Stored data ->

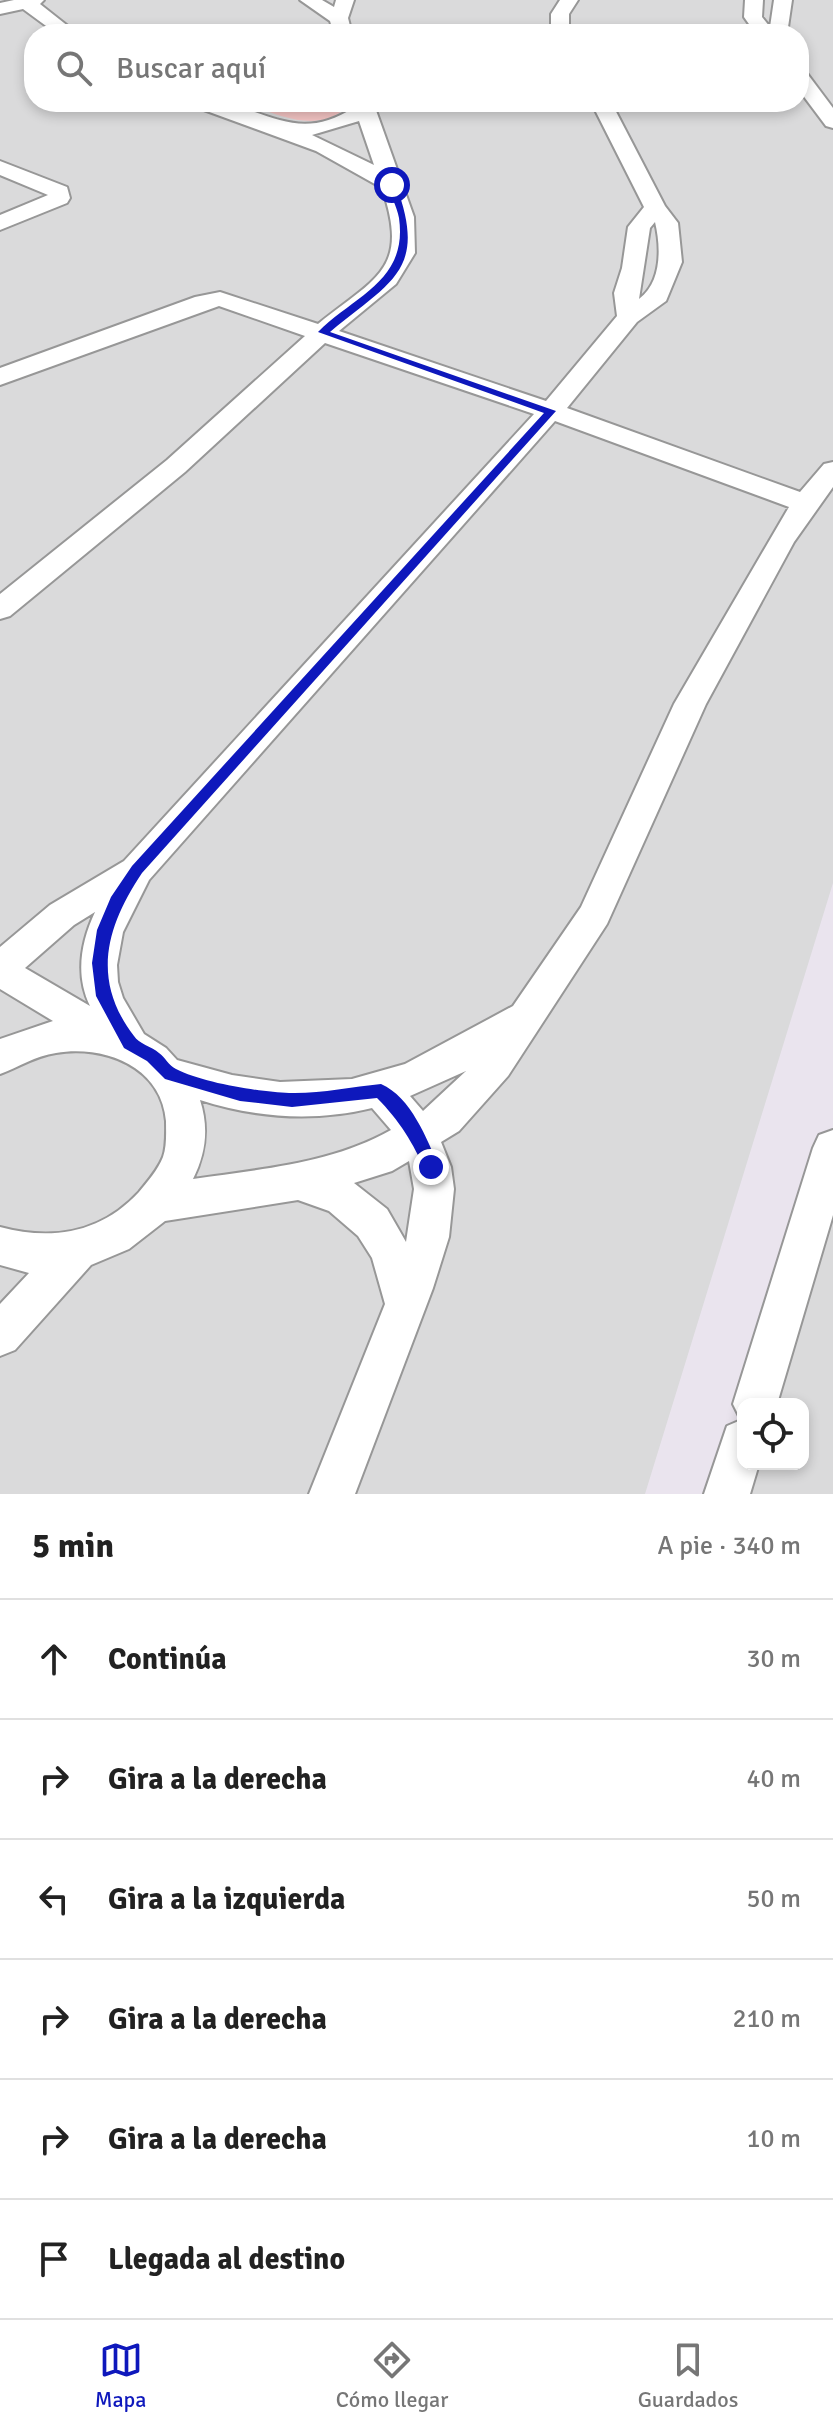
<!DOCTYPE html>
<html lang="es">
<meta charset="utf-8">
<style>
:root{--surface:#fff;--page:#f2f2f2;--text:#222;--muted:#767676;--line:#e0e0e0;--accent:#0e18bc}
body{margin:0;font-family:Signika,sans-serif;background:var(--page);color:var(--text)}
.controls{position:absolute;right:24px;bottom:24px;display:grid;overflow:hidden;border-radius:16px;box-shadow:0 4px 12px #0003}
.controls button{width:72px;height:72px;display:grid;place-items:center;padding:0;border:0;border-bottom:2px solid var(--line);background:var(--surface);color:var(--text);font:40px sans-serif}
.stop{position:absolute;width:24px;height:24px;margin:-18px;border:6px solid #0e18bc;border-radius:50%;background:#fff}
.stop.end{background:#0e18bc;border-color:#fff;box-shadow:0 2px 8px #0008}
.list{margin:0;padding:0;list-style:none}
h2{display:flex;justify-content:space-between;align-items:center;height:104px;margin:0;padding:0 32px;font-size:34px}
h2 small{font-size:26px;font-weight:400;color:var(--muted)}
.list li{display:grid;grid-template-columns:52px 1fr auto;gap:24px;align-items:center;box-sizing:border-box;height:120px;padding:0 32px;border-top:2px solid var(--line)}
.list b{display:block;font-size:30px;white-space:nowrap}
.list em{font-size:26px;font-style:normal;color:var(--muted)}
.icon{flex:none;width:44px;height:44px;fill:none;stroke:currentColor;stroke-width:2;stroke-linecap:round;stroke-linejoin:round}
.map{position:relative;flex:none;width:833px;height:1494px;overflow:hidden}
.search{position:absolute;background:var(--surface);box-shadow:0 4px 12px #0003;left:24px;right:24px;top:24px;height:88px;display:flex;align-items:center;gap:20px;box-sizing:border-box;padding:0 28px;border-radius:32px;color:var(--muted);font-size:30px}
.sheet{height:824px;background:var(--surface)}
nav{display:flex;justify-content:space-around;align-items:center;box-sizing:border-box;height:112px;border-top:2px solid var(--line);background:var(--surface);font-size:22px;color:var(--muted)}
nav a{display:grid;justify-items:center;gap:4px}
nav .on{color:var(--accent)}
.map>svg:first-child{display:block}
.residential{fill:#dadadb;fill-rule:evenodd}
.park{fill:#f5c5c4}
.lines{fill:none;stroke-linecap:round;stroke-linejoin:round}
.street-casing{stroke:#979797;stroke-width:4}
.street{fill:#fff;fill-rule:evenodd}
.route{fill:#0e18bc}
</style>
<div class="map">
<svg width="833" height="1494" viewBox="0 0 833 1494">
<rect width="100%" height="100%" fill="#eae4ee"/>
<!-- residential -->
<path class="residential" d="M0,0H833V883L645,1494H0ZM34,34H799V102H34Z
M833,1148V1494H743L750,1464H803V1404H766Z"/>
<!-- park -->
<path class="park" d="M243,102H341L342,111C313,133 273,113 243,102Z"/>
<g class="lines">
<!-- street casing -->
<g class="street-casing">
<path id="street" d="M14,0H44L40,4L78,34H57L23,9L0,14V3Z
M300,0H322L334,7L336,0H354L348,18L352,34H334L330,21Z
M560,0H578L569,14V34H551V14Z
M745,0H763L762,17L770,27L774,0H792L787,34H756L744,17Z
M799,70L806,72L833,108V128L826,126L799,90Z
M190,102C200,102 212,101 222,103C273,113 301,142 355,107L353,102H373L414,217L415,253L396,284L339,331L546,401L617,316L614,293L622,268L628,227L644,207L591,102H611L665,206L678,223L682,262L666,301L637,322L567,408L800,492L824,464L833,462V487L794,542L706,704L607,924L508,1076L459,1131L441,1142L451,1167L454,1189L449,1237L433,1288L355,1494H309L385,1304L372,1258L358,1236L329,1211L298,1200L165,1221L129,1249L91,1265L15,1350L0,1356V1304L29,1273L0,1265V1227C52,1241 101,1233 139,1192C147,1182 158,1170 163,1157C167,1146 166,1132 166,1121C161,1066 104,1045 56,1053C35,1056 19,1067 0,1074V1039L53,1021L0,989V947L50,905L124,861L534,414L325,343L185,472L10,616L0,619V594L167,460L305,336L219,306L0,385V368L195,297L220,292L318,324C376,277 410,270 382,188L316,151L193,106ZM359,121L374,165L312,135ZM655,222C661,247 662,282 639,299L650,228ZM555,421L789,507L674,704L581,907L513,1006L405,1064L352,1079L280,1082L232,1075L177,1060L166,1048L144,1034L123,998L118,982L117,965L123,932L149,880ZM95,912C81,942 75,975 90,1006L25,968L74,925ZM466,1071L423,1111L410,1096ZM200,1100C256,1118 315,1122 372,1108L391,1130C331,1164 260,1169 193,1179C206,1153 209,1128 200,1100ZM409,1161L414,1189L406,1242L387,1209L354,1183L392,1171Z
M0,161L67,187L70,198L67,203L0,230V215L48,195L0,175Z
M833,1130V1215L777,1404H743V1464H759L750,1494H704L727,1426L741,1420L733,1404L813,1148L819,1135Z"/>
</g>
<!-- street -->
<use href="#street" class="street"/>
</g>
<!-- route -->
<path class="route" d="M389,183L396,185C428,271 391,281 330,332L556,411L142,873C106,927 91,980 134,1036C139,1044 151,1046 159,1053C165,1057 169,1066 176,1069C203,1083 260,1092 289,1093C319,1094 351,1087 381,1084C411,1097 427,1139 439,1167L431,1174L426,1172C413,1143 400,1121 377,1098L292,1107L240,1101L165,1079L147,1061L124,1048L96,996L92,963L97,930L111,897L132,866L544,413L318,332C355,295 408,281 399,218C397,206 389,194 389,183Z"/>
</svg>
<div class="controls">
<button><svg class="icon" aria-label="locate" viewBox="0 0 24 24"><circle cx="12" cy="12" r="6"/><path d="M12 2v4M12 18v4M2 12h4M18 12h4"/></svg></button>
</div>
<div class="stop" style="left:392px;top:185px"></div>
<div class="stop end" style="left:431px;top:1167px"></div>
<div class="search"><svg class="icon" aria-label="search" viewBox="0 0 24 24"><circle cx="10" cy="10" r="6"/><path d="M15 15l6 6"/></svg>Buscar aquí</div>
</div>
<section class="sheet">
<h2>5 min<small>A pie · 340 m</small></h2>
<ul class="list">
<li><svg class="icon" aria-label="ahead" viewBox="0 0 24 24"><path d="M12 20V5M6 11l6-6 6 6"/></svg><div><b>Continúa</b></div><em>30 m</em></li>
<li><svg class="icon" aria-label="right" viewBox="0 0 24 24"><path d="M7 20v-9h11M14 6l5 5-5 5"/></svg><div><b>Gira a la derecha</b></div><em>40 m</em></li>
<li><svg class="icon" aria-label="left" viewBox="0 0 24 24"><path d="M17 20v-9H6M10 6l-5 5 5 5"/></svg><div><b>Gira a la izquierda</b></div><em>50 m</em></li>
<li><svg class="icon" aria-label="right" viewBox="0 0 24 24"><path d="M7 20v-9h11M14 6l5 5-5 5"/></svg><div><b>Gira a la derecha</b></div><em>210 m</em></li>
<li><svg class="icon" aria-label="right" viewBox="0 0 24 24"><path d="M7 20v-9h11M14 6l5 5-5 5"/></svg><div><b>Gira a la derecha</b></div><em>10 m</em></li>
<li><svg class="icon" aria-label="arrive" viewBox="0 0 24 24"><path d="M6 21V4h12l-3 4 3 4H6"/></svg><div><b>Llegada al destino</b></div></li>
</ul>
</section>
<nav>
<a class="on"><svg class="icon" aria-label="map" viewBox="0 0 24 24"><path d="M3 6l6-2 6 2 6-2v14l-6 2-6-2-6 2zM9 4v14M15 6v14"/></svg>Mapa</a>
<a><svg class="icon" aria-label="directions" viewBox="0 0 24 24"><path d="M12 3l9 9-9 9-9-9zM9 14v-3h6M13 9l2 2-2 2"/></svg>Cómo llegar</a>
<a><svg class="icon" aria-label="saved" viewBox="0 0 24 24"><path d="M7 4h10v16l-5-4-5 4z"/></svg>Guardados</a>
</nav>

EXERCISE DESCRIPTION ->
Every line in the records above that contains the word "serif" is to be copied out.

WRITTEN ANSWER ->
body{margin:0;font-family:Signika,sans-serif;background:var(--page);color:var(--text)}
.controls button{width:72px;height:72px;display:grid;place-items:center;padding:0;border:0;border-bottom:2px solid var(--line);background:var(--surface);color:var(--text);font:40px sans-serif}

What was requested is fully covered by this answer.